La Vie éco Carrières
Le logisticien, «monsieur optimisation» de l'entreprise
Travaillant de plus en plus à flux tendus, les entreprises sont obligées
de gérer au plus près leurs intrants.
Achats de matières, approvisionnement, stockage, livraison des produits
finis, le logisticien coordonne tout cela.
Les ingénieurs et diplômés d’écoles de commerce
sont les plus demandés dans ce domaine.

Produit, prix, promotion et distribution. La plupart des managers diplômés
d’une école de commerce savent bien qu’une combinaison intelligente
de ces quatre éléments est le facteur-clé du succès
pour arriver à vendre un produit ou un service.
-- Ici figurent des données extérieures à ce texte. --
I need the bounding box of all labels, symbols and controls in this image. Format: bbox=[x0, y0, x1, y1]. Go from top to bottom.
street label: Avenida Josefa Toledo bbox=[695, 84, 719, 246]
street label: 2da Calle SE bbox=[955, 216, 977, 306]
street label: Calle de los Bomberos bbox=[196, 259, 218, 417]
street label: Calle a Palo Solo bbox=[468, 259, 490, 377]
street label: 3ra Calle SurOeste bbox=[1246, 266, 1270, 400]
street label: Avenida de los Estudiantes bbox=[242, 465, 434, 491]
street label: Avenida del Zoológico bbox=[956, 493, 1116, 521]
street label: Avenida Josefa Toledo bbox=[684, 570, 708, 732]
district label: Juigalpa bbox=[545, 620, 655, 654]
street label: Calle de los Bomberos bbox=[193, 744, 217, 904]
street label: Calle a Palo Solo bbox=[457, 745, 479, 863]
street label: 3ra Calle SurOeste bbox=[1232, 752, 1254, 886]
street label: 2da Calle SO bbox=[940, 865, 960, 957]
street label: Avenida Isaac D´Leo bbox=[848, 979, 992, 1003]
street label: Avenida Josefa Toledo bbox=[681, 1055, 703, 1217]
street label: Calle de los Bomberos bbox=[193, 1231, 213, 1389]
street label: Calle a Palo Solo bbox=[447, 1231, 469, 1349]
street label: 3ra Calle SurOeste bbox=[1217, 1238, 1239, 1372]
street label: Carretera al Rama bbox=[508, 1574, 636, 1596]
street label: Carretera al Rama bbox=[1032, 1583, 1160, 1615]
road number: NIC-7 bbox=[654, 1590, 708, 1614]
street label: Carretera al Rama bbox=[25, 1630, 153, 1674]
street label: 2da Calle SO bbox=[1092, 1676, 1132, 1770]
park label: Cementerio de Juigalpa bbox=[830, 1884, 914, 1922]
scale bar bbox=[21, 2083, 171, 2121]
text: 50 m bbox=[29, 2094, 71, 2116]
Mais que se passe-t-il
quand, en amont, on ne dispose pas de matières premières ou, plus
globalement, des moyens nécessaires pour assurer la disponibilité
d’un bien ou d’un service ? Combien de fois le lancement d’un
produit a été raté alors que la demande était bel
et bien là ?
Un exemple significatif : la rupture de stocks reste la hantise de ceux qui gèrent
des milliers de références dans un hypermarché. Pire, la
marchandise peut bien être disponible, encore faut-il qu’elle soit
à temps sur les rayons. Mohamed Sayah, responsable approvisionnement et
logistique chez Marjane, le confirme. «Il n’y a pas plus stressant
que de dépendre de ses fournisseurs. Si la clientèle ne trouve pas
ses articles habituels, il est évident qu’elle changera d’enseigne»,
souligne-t-il.
Rupture de stocks : la hantise de ceux qui gèrent des milliers
de références
La clé de voûte d’un dispositif d’approvisionnement bien
huilé est la logistique. Autrefois connue dans le domaine militaire, elle
a fait une entrée remarquée dans l’entreprise ces dernières
années car, concurrence oblige, on fonctionne de plus en plus à
flux tendus pour réduire les coûts de stockage des marchandises ou
de la matière première. De là l’utilité, quand
on gère une multitude d’intrants et un nombre élevé
de clients, d’avoir un logisticien.
La mission du logisticien ne se limite toutefois pas à la gestion des stocks.
Il participe à la planification des ventes ou de la production, coordonne
avec les différents services et, dans certaines entreprises, négocie
avec les fournisseurs et les transporteurs...
De fait, il est au carrefour de plusieurs fonctions comme les achats, l’approvisionnement,
le conditionnement, le stockage, la livraison... Sa mission principale est d’optimiser
au maximum les coûts de l’entreprise aussi bien en amont (achats)
qu’en aval (distribution). Bref, il doit gérer au mieux les ressources
pour permettre à l’entreprise de payer moins et d’être
présente là où il faut.
Les entreprises de la grande distribution ont été parmi les premières
à saisir son importance. Aujourd’hui, en Europe par exemple, elles
sont nombreuses à avoir carrément externalisé la tâche
en la confiant à des transporteurs qui ajoutent ainsi une corde à
leur arc. Sur la place, des sociétés de messagerie, comme la Voie
Express, envisagent même de se lancer dans cette activité.
Partout, le métier du logisticien est donc appelé à évoluer
très rapidement et le Maroc suit la tendance. C’est ce que confirme
Habiba Mahjoub Jakani, chargée de recrutement à Manpower Maroc.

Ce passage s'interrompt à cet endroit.